*** Opening of Records for this task ***

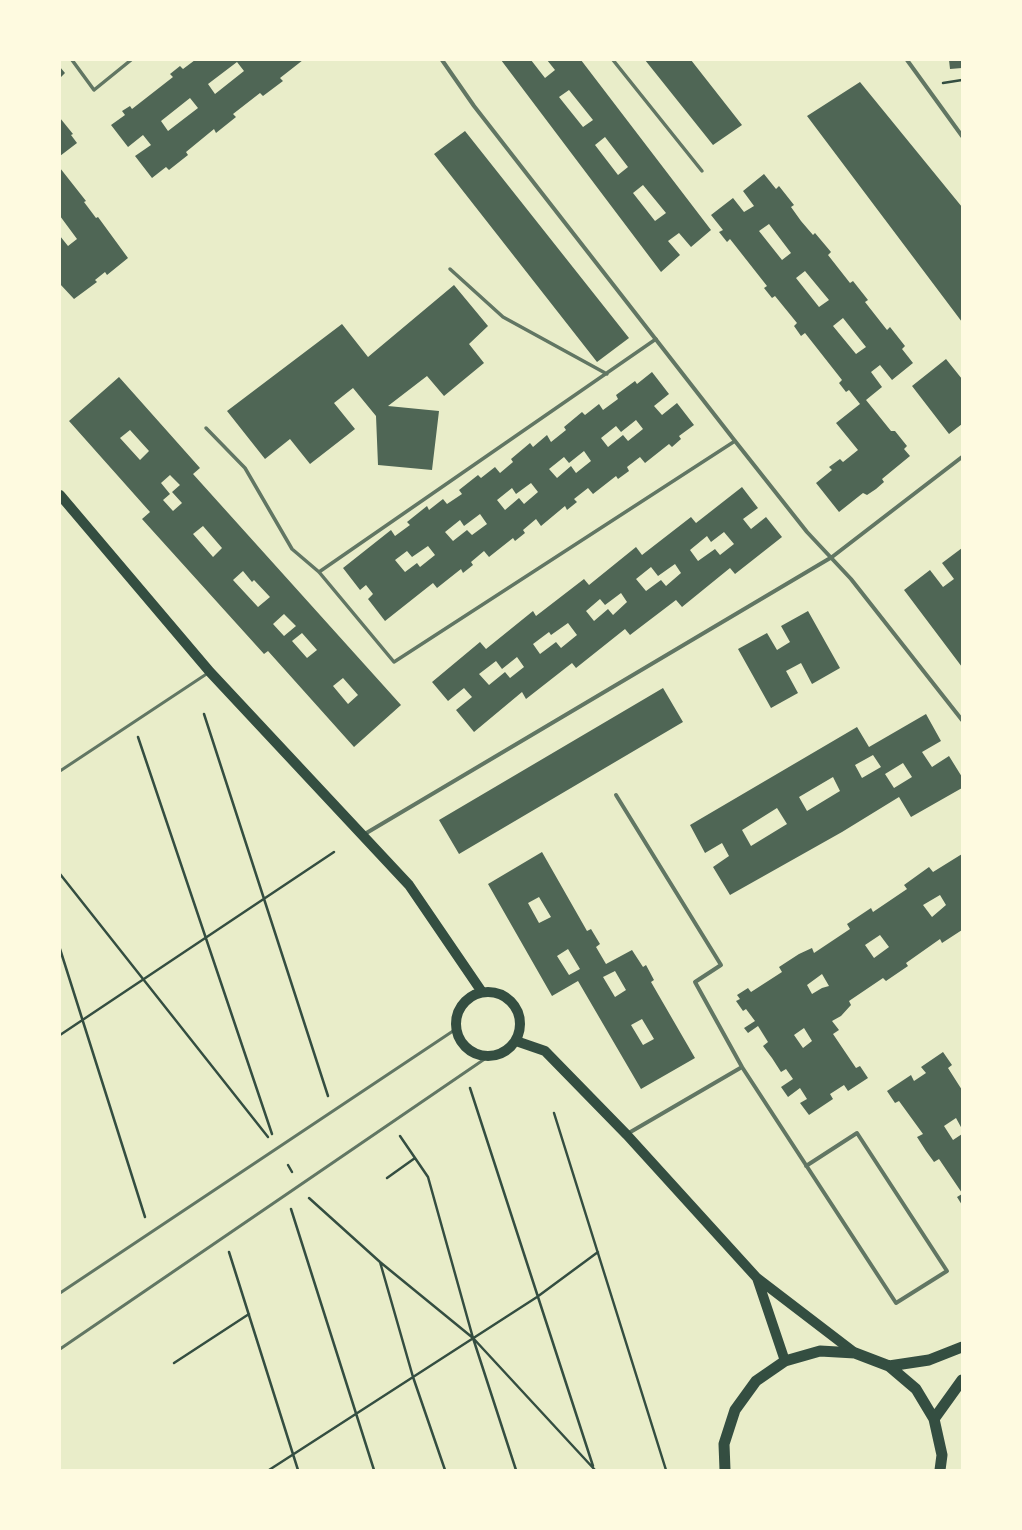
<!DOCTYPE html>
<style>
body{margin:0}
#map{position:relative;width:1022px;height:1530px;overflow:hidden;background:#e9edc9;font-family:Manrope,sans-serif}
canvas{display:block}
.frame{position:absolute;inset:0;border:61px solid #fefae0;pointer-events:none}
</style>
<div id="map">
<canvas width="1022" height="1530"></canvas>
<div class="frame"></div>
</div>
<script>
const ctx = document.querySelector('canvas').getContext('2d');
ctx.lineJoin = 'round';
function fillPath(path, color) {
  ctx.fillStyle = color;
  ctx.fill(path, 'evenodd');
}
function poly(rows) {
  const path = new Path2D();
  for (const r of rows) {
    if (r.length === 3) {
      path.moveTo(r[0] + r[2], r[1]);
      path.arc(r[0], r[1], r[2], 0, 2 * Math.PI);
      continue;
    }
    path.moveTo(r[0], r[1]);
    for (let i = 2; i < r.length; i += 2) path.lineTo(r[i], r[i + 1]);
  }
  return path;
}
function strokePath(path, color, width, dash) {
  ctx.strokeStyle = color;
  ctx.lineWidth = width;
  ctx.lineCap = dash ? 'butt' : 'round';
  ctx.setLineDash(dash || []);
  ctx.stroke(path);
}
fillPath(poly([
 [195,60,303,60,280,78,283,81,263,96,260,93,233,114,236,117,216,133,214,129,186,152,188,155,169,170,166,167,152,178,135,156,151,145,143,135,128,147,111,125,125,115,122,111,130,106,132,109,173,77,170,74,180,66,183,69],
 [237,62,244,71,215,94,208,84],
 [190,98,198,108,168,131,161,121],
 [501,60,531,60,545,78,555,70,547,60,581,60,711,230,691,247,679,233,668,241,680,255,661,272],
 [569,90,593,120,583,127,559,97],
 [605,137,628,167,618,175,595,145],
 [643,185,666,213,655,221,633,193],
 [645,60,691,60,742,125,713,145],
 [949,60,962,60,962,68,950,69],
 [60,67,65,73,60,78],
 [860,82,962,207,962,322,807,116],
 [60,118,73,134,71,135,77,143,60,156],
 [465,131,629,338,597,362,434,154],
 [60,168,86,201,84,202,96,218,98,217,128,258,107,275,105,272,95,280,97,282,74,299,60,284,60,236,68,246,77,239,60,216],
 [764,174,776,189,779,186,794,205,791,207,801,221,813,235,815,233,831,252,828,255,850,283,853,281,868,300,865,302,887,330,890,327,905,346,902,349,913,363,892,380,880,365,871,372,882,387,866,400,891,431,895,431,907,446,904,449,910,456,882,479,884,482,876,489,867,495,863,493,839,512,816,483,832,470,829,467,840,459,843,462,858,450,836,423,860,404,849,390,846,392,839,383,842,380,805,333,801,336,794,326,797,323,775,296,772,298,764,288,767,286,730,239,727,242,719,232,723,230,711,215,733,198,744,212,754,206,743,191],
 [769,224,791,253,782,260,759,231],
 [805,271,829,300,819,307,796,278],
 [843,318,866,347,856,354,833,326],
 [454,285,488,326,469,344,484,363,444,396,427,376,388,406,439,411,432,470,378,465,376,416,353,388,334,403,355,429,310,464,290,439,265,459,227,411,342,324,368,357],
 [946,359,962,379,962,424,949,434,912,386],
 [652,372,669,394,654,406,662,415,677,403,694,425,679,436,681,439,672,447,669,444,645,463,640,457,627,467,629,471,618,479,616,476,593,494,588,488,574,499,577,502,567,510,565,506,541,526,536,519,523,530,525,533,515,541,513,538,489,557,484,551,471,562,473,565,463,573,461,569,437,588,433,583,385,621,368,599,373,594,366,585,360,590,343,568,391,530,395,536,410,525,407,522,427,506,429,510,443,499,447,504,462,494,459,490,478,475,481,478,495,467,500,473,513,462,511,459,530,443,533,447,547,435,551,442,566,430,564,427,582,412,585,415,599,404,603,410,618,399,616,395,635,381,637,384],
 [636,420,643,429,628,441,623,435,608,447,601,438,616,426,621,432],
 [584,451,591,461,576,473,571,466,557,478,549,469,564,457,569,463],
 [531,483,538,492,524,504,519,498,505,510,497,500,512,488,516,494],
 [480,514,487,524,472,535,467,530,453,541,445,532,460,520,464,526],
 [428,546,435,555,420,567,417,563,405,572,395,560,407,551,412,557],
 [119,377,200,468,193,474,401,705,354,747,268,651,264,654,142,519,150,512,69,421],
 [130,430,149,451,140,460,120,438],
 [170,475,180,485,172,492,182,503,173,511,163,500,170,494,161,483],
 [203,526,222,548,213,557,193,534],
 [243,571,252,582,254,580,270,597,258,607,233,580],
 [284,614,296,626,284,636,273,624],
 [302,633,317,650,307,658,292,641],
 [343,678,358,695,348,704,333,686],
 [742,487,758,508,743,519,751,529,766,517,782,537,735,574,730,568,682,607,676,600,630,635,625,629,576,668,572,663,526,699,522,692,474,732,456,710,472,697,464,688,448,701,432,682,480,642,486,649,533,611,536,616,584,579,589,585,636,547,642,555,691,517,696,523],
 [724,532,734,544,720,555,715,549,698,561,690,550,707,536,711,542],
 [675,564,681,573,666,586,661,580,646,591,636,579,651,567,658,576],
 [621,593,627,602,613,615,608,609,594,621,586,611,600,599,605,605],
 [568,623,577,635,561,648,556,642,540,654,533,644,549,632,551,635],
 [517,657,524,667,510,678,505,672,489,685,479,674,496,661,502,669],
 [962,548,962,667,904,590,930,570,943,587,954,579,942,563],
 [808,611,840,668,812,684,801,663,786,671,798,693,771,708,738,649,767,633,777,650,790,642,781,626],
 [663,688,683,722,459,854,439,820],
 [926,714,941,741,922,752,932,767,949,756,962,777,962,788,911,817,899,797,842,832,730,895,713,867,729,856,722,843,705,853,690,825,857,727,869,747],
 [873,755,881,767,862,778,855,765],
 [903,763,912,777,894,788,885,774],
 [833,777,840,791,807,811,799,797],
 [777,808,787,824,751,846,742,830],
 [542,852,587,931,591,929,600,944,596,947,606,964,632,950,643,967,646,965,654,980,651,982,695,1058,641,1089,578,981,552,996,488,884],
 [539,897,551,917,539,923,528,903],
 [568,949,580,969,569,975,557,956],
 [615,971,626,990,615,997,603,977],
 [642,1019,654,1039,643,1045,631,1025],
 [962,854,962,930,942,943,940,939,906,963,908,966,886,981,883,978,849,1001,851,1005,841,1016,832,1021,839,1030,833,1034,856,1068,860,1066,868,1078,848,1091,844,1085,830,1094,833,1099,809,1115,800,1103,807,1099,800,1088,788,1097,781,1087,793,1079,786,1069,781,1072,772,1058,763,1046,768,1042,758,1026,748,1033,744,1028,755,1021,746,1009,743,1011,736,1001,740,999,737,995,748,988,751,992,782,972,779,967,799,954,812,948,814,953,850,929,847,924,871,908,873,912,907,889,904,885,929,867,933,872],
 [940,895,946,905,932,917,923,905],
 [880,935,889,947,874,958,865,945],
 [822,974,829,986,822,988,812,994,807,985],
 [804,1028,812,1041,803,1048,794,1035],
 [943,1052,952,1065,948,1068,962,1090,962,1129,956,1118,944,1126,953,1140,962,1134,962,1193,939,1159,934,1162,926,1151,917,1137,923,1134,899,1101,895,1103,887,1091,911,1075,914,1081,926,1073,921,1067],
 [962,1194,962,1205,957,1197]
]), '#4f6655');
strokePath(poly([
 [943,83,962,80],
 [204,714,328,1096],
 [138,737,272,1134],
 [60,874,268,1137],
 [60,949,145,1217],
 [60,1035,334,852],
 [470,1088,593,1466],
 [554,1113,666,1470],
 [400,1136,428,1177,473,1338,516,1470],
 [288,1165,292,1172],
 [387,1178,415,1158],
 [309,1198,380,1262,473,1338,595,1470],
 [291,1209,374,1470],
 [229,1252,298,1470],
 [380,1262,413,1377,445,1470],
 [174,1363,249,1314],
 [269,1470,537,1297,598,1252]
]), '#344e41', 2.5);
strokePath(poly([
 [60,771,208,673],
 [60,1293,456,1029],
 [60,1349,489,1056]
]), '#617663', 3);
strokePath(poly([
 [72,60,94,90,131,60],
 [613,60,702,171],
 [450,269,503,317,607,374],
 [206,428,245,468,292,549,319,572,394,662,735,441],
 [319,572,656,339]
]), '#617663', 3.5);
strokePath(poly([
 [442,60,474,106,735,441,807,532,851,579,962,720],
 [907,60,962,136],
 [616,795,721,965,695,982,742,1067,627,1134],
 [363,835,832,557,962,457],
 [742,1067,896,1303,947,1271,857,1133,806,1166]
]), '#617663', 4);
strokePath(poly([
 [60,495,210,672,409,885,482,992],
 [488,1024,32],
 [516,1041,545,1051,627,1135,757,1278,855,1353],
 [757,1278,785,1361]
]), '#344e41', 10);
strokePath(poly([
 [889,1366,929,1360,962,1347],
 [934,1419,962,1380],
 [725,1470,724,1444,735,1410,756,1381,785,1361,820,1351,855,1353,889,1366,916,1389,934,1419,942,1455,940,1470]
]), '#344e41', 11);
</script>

*** Close of Records for this task ***
*** Opening of Records for this task ***

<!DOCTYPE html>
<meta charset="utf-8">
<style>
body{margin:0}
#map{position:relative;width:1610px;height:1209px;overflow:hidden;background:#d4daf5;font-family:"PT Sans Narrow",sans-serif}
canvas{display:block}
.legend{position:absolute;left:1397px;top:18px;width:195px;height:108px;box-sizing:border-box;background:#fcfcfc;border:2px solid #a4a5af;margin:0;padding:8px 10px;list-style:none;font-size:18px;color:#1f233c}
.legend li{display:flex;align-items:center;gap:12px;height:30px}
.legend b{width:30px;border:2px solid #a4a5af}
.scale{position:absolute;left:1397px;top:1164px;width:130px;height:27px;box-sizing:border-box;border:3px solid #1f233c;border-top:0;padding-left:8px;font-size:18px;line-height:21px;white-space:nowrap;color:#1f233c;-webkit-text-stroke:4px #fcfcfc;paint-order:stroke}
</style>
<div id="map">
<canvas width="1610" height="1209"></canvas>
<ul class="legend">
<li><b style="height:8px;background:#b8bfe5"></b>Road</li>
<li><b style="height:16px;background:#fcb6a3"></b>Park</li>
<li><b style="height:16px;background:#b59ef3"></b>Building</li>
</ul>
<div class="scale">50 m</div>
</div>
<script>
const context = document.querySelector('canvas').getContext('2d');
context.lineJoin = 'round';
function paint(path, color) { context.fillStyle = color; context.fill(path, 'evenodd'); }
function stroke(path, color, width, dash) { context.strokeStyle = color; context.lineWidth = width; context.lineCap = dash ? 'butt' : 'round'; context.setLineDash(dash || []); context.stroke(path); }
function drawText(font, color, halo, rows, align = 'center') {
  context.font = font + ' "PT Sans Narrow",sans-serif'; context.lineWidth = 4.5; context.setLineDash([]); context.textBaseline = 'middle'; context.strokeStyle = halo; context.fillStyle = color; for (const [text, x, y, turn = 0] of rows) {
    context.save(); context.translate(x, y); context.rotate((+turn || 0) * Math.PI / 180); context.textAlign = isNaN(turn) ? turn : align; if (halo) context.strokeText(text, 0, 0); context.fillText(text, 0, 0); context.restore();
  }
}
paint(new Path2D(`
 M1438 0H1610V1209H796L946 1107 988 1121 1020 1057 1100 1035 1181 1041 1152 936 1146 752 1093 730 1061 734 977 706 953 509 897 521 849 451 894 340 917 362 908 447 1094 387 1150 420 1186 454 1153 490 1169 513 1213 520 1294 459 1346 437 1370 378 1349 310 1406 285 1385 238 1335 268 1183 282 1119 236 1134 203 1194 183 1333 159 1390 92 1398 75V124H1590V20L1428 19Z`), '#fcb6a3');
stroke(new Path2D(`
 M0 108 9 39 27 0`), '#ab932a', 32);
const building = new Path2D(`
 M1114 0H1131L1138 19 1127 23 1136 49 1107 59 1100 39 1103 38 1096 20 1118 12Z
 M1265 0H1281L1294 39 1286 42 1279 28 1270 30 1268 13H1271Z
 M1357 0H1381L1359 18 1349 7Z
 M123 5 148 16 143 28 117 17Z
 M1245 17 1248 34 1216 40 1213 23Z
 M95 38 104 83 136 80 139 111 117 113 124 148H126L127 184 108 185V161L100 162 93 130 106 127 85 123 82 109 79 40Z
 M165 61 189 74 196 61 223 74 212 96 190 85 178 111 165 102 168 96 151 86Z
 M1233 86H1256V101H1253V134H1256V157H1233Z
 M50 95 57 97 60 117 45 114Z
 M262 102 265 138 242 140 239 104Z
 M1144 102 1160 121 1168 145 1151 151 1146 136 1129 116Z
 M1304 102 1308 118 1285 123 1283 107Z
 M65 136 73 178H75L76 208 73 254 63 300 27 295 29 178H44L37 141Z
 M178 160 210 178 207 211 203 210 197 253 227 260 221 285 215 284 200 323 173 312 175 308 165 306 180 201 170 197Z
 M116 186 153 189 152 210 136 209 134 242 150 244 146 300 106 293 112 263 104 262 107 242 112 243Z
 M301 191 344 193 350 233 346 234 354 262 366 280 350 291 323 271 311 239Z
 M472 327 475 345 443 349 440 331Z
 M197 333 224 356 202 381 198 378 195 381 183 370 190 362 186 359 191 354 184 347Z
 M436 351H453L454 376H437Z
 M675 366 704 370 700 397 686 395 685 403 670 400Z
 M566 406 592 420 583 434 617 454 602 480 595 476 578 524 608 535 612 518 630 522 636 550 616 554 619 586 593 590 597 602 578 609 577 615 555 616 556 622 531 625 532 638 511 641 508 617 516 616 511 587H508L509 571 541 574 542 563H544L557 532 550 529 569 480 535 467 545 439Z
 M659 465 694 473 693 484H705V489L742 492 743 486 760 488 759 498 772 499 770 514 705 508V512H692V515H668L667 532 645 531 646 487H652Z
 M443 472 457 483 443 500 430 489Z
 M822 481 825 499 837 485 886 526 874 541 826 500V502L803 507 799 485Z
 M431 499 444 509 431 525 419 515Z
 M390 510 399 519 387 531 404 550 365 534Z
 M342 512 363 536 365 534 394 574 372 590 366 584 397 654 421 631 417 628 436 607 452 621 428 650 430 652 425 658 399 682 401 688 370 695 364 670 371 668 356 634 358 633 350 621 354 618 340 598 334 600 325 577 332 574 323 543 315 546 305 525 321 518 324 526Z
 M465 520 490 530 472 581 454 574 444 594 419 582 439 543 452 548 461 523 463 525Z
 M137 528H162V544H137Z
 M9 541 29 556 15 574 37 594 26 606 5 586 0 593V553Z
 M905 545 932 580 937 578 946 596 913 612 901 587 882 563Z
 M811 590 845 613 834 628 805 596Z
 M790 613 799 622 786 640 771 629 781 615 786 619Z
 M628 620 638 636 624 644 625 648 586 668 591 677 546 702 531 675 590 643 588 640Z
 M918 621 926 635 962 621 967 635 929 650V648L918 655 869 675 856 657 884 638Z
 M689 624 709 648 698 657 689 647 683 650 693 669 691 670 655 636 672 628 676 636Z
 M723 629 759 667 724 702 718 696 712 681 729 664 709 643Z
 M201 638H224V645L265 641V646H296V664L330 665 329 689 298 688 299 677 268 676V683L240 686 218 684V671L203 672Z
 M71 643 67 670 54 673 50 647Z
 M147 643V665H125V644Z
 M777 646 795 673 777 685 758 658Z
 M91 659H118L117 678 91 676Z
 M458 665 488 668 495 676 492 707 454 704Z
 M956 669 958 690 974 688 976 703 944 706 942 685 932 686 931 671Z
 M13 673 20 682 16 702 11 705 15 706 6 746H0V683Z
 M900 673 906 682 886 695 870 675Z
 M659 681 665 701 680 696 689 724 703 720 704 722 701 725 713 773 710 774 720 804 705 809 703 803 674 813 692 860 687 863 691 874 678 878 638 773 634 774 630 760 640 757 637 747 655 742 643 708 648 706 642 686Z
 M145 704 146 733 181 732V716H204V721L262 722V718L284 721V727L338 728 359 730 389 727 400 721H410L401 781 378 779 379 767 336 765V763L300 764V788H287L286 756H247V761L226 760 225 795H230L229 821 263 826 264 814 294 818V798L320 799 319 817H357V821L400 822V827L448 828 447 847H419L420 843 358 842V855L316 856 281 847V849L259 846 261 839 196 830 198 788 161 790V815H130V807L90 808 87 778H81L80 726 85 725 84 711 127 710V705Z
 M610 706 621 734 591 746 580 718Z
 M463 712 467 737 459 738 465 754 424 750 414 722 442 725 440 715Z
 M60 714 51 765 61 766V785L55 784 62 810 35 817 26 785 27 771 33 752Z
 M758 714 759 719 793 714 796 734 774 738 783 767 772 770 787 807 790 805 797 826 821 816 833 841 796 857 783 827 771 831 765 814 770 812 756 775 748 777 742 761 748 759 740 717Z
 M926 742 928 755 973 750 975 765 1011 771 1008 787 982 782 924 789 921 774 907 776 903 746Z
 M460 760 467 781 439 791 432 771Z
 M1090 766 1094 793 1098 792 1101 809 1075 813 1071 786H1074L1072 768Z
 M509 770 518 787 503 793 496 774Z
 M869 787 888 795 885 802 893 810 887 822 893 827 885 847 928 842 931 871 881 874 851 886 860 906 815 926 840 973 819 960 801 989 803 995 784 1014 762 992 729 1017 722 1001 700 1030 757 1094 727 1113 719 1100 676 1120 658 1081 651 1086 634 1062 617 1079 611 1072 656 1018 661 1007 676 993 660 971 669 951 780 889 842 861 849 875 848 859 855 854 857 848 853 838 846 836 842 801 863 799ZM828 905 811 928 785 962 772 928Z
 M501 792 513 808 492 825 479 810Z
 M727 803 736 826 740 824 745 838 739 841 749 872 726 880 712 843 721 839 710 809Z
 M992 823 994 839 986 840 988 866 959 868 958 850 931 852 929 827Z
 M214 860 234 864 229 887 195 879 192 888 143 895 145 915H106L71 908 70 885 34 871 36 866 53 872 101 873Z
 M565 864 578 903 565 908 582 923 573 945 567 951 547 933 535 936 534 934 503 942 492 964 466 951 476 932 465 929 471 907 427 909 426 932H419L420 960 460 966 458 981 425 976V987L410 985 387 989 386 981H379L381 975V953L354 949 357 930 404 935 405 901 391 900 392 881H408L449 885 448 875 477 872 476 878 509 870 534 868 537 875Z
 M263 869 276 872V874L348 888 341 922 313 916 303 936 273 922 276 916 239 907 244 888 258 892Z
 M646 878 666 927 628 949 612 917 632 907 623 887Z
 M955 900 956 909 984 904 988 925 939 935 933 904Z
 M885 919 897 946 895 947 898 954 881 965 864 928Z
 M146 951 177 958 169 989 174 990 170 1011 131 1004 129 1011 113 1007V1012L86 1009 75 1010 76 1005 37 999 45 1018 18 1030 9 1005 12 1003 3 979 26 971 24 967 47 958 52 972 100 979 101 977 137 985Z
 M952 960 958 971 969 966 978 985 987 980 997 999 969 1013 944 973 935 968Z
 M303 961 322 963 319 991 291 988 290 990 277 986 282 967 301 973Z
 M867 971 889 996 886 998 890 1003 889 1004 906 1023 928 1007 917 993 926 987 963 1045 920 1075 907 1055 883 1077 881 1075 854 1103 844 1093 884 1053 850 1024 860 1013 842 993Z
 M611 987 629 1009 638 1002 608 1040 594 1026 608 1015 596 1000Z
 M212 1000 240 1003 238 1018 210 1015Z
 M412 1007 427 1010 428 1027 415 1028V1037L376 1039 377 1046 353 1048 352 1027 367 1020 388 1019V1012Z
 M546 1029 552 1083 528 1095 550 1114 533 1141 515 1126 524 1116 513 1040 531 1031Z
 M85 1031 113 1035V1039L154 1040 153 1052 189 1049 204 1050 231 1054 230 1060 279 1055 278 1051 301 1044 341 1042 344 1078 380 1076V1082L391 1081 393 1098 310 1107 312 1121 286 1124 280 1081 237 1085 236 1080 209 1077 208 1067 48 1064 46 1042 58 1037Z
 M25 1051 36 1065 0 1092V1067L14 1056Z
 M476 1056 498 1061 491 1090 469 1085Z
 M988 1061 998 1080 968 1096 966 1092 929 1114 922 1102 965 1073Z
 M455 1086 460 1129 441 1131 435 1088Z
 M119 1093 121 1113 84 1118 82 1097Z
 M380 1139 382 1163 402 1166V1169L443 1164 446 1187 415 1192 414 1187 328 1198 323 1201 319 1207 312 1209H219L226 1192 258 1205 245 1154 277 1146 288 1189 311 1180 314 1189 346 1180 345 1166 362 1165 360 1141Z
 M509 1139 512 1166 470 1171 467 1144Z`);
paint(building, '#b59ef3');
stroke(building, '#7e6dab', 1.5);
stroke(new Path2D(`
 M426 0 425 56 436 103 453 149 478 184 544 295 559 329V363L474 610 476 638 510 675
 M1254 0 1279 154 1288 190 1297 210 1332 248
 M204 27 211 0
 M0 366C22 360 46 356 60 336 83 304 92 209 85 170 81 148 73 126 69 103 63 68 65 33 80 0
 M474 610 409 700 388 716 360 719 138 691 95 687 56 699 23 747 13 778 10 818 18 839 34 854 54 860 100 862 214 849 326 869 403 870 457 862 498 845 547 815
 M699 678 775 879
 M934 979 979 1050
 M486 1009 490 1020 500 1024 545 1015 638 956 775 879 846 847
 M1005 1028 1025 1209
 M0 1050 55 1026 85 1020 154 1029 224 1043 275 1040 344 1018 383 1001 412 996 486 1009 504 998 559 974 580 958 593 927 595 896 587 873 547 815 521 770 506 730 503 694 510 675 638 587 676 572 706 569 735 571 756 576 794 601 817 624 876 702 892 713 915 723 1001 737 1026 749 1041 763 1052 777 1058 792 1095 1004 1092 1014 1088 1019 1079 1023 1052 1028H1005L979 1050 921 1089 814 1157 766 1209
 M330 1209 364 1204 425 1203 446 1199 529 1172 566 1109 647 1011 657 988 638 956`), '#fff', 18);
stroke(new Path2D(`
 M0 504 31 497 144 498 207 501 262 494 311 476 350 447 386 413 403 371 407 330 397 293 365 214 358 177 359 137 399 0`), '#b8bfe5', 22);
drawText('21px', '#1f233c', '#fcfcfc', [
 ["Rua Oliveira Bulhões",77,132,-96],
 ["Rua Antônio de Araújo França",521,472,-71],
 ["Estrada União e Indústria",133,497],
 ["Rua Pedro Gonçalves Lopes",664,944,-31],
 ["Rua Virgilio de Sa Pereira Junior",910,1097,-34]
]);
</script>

*** Close of Records for this task ***

Exercise brief = Reply with nothing but the number of lines in the entries that include "querySelector".

Written response = 2